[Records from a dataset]
###
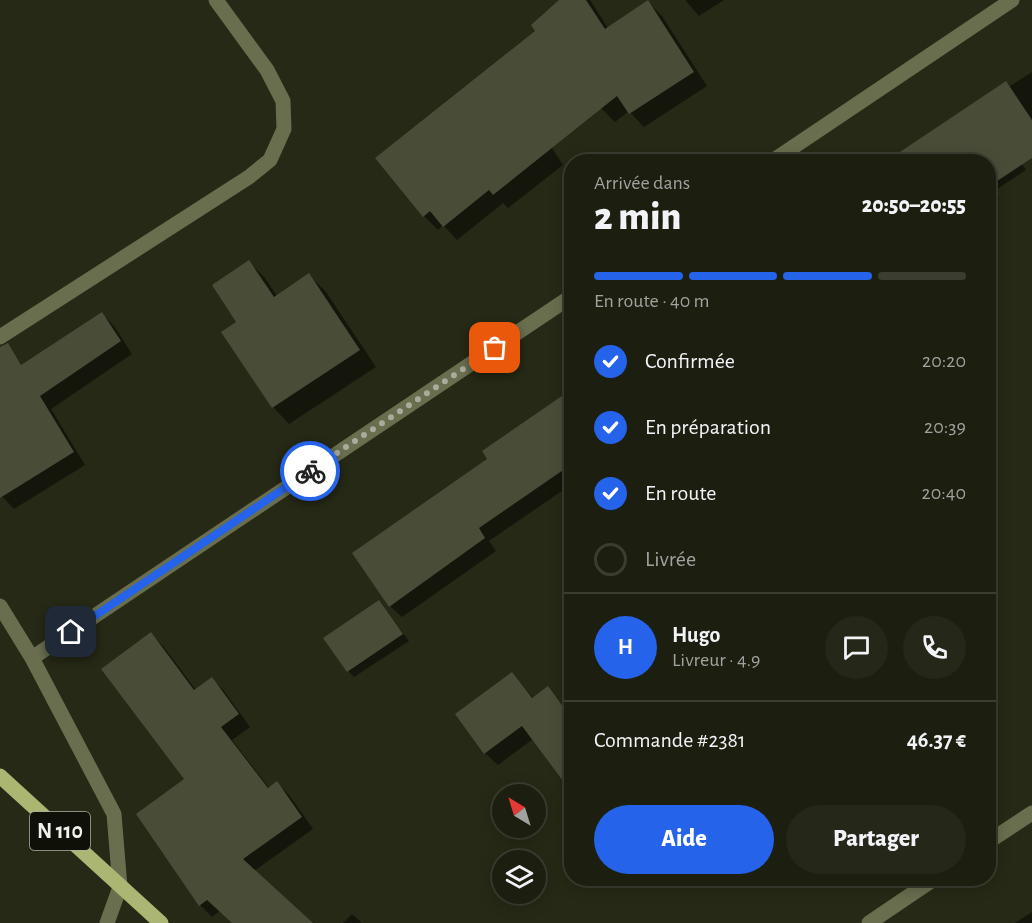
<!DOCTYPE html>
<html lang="fr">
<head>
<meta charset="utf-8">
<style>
	body { margin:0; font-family:"Alegreya Sans",sans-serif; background:#252719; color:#f1f3f6; height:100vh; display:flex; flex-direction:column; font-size:22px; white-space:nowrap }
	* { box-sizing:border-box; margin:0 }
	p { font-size:20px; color:#a0a29f }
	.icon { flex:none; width:33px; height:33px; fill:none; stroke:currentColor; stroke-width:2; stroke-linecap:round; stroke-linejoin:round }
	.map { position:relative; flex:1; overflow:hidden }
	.details { position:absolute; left:564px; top:154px; width:432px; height:732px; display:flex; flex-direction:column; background:#1c1f10; border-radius:24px; box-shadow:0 3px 15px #0003,0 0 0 2px #3a3d30 }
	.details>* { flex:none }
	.needle { width:39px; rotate:322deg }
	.buttons { position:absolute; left:492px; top:784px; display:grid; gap:12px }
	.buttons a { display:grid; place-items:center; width:54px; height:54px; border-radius:50%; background:#1c1f10; box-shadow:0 3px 15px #0003,0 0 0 2px #3a3d30; font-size:30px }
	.pin { position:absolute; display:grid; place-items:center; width:51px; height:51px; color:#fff; margin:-26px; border-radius:12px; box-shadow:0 3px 9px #0006 }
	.courier { position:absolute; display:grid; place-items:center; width:60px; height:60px; margin:-30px; border:4px solid #2563eb; border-radius:50%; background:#fff; color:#222; box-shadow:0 2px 8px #0007 }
	.summary em { font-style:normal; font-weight:800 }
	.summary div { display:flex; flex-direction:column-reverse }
	.summary { display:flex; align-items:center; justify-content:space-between; height:102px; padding:0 30px }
	h1 { font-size:39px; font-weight:800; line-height:45px }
	.bar { display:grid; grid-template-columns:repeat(4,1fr); gap:9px 6px; align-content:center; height:72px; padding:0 30px }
	.bar i { height:8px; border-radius:4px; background:#3a3d30 }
	.bar .on { background:#2563eb }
	.bar p { grid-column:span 4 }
	.line { display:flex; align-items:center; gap:15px; padding:0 30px; border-top:2px solid #3a3d30 }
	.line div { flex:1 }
	.round { display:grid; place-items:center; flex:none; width:63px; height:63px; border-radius:32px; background:#252719 }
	ol { padding:0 30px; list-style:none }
	li { display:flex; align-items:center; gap:18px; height:66px }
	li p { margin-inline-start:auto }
	li .icon { padding:6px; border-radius:50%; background:#2563eb; color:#fff; stroke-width:4 }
	li:last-child { color:#a0a29f }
	li i { width:33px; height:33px; border:3px solid #3a3d30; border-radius:50% }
	.primary-button { display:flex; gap:12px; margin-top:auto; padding:12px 30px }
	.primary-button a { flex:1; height:69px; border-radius:36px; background:#2563eb; color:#fff; font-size:24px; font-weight:800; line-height:69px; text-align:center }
	.primary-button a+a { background:#252719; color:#f1f3f6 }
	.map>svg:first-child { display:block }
	.shadow { fill:#0007 }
	.building { fill:#494d38 }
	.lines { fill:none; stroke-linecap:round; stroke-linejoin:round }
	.service { stroke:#686e4e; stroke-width:15 }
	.minor { stroke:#686e4e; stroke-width:15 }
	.primary { stroke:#aab671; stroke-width:15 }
	.done { stroke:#a9ac9c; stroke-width:6; stroke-dasharray:0 10.8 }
	.route { stroke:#2563eb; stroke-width:8 }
	.labels { text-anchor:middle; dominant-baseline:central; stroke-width:4.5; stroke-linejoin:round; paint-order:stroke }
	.shield { fill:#0f1108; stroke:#acaea3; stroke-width:1.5 }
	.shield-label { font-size:22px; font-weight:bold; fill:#eff2e5 }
</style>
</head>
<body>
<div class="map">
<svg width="1032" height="923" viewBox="0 0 1032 923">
	<rect width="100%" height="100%" fill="#262915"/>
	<!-- shadow -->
	<path class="shadow" d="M 562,0 L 590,0 L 608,28 L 648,2 L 662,16 L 707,86 L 644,127 L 629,111 L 615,122 L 601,108 L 530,114 L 563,165 L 508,208 L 503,203 L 457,240 L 443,225 L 438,230 L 424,216 L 377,158 L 537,31 Z
		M 685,0 L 724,0 L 699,16 Z
		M 1032,72 L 1032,149 L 1018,158 L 1026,170 L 994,191 L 999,199 L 988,207 L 988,162 L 891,162 Z
		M 249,262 L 265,278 L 277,296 L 309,275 L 326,292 L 376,367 L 289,424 L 273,407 L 238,322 Z
		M 102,314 L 114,326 L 132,354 L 51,409 L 85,465 L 14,509 L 0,494 L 0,381 Z
		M 572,391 L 572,484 L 489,541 L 496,551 L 402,617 L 390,606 L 489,459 Z
		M 379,602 L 409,641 L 354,677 L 348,671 Z
		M 151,634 L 163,646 L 196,690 L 212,679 L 224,691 L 250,727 L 232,740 L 270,789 L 277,783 L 289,795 L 313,829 L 254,871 L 311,923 L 233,923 L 220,911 L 212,917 L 200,905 L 186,779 Z
		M 512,674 L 534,699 L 547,688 L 572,716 L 572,791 L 533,739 L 498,765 L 485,753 Z
		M 1032,912 L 1032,923 L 1015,923 Z
		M 352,914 L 362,923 L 343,923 Z"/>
	<!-- building -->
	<path class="building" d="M 559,0 L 586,0 L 605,29 L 648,0 L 694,72 L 629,114 L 617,96 L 493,195 L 489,190 L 443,227 L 430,211 L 423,217 L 375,158 L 535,31 L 531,25 Z
		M 1006,81 L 1032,120 L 1032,158 L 988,187 L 988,162 L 885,162 Z
		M 249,260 L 274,297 L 309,273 L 360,350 L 272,408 L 221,332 L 236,322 L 212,285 Z
		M 102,312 L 121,341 L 40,396 L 74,452 L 0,498 L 0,347 L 8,343 L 21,365 Z
		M 572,389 L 572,464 L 479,528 L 485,538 L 389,607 L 352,553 L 487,459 L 482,451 Z
		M 379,600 L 403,634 L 347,672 L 323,638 Z
		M 151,632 L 194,690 L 212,677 L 239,714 L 221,727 L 268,788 L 277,781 L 302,817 L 243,859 L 313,923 L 232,923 L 207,900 L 199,906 L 136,814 L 184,779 L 101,669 Z
		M 512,672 L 532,698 L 548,686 L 572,719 L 572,793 L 522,726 L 484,754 L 455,714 Z"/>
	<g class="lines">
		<!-- service -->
		<path class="service" d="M 988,842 L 1032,813
			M 869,923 L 934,879"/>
		<!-- minor -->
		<path class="minor" d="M 771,162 L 1012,0
			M 0,337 L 249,177 L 270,160 L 284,129 L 283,101 L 267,70 L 216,0
			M 0,606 L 32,658 L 114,814 L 120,887 L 107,923
			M 32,658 L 572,296"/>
		<!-- primary -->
		<path class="primary" d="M 0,776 L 161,923"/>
	</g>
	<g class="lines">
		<!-- done -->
		<path class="done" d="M 310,471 L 495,348"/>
		<!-- route -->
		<path class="route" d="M 71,632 L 310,471"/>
	</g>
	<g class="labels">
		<!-- shield labels -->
		<rect class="shield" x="30" y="812" width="60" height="38" rx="4.5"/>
		<g class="shield-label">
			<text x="60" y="831">N 110</text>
		</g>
	</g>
</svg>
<div class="buttons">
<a><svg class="needle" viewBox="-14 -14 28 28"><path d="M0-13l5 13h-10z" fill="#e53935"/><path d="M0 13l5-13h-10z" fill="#a0a29f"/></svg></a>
<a><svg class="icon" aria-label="layers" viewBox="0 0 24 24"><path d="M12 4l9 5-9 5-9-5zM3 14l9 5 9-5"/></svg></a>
</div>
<div class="pin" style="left:495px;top:348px;background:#ea580c"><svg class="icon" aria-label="bag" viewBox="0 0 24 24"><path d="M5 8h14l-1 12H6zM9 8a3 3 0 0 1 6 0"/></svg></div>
<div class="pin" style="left:71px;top:632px;background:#1f2937"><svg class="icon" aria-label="home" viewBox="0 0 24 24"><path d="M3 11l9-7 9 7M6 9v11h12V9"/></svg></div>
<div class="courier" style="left:310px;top:471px"><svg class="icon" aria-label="bike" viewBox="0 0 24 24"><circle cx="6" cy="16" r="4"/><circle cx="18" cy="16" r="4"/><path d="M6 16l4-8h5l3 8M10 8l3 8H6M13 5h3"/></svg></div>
<section class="details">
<div class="summary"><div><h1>2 min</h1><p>Arrivée dans</p></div><em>20:50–20:55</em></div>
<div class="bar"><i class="on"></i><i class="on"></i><i class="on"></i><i></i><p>En route · 40 m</p></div>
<ol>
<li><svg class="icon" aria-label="check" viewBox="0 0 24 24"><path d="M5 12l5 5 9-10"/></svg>Confirmée<p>20:20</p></li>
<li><svg class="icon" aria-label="check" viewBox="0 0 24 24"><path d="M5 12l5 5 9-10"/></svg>En préparation<p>20:39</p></li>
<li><svg class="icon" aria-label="check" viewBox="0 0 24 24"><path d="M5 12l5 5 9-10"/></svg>En route<p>20:40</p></li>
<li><i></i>Livrée</li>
</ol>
<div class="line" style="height:108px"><b class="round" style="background:#2563eb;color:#fff">H</b><div><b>Hugo</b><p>Livreur · 4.9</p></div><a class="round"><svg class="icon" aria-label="chat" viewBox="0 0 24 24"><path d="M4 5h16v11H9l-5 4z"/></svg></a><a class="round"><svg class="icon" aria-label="phone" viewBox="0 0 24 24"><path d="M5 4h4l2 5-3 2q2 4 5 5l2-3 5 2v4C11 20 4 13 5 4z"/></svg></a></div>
<div class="line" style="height:78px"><div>Commande #2381</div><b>46.37 €</b></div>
<div class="primary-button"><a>Aide</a><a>Partager</a></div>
</section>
</div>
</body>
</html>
###
| What you should do |
Gather each line from the entries above that includes the word "buttons".

| Answer |
	.buttons { position:absolute; left:492px; top:784px; display:grid; gap:12px }
	.buttons a { display:grid; place-items:center; width:54px; height:54px; border-radius:50%; background:#1c1f10; box-shadow:0 3px 15px #0003,0 0 0 2px #3a3d30; font-size:30px }
<div class="buttons">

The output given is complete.